▶ _WORK ORDER_: State how many lines in these records contain the word "Glenside", and nothing else.
---------- SOURCE MATERIAL
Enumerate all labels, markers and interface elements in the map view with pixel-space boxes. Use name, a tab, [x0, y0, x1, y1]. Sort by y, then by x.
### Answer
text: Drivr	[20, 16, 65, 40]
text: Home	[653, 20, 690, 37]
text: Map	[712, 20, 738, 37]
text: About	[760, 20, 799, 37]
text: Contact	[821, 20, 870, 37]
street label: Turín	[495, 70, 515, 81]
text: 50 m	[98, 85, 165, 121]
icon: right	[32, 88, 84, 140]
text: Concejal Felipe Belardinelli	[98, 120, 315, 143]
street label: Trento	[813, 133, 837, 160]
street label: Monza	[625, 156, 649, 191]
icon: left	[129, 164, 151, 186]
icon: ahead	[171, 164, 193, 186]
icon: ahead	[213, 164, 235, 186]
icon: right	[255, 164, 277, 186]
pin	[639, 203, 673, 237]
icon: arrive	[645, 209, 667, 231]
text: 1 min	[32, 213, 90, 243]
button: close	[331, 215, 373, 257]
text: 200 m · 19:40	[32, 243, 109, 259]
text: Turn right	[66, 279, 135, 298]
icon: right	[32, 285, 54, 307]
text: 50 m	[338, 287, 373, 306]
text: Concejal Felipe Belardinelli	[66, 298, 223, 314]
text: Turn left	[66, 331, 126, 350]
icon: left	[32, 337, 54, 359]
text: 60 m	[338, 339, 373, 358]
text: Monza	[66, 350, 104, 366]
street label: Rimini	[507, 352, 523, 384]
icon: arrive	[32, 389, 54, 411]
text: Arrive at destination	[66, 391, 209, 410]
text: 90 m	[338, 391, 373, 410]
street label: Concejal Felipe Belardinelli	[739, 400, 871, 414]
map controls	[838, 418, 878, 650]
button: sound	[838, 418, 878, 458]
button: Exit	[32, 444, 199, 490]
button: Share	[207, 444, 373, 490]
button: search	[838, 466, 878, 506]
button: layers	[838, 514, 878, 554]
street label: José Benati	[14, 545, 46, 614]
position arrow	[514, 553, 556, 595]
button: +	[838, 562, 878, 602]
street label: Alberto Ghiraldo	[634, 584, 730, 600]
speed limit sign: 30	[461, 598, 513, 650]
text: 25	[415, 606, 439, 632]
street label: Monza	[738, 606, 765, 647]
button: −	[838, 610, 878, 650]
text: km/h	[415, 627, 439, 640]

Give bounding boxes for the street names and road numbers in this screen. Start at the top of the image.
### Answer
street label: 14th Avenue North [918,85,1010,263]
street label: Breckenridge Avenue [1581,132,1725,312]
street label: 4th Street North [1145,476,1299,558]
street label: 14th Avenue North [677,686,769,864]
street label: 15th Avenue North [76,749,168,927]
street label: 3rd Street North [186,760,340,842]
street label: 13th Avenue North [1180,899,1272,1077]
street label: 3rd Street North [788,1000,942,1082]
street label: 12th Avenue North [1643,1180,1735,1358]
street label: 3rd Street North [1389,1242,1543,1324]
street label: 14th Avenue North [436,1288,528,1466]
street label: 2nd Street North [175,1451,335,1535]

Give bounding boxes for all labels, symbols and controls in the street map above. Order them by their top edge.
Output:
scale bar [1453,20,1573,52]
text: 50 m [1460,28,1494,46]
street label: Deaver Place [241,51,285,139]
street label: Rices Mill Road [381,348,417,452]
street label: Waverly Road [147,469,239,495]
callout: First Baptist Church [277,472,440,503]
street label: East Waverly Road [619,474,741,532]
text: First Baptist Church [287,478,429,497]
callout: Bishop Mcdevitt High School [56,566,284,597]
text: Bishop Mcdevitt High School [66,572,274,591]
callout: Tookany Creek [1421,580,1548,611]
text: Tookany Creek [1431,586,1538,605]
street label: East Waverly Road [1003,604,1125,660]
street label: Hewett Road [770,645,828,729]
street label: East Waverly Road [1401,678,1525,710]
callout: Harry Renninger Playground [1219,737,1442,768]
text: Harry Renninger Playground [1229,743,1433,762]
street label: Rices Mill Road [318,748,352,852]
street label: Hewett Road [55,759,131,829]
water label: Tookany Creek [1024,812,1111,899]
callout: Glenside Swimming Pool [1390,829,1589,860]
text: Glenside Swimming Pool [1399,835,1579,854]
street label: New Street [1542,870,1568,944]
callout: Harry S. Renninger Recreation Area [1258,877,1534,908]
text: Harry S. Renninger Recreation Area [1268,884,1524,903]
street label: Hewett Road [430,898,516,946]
--------------------
▶ _ANSWER BELOW_: 2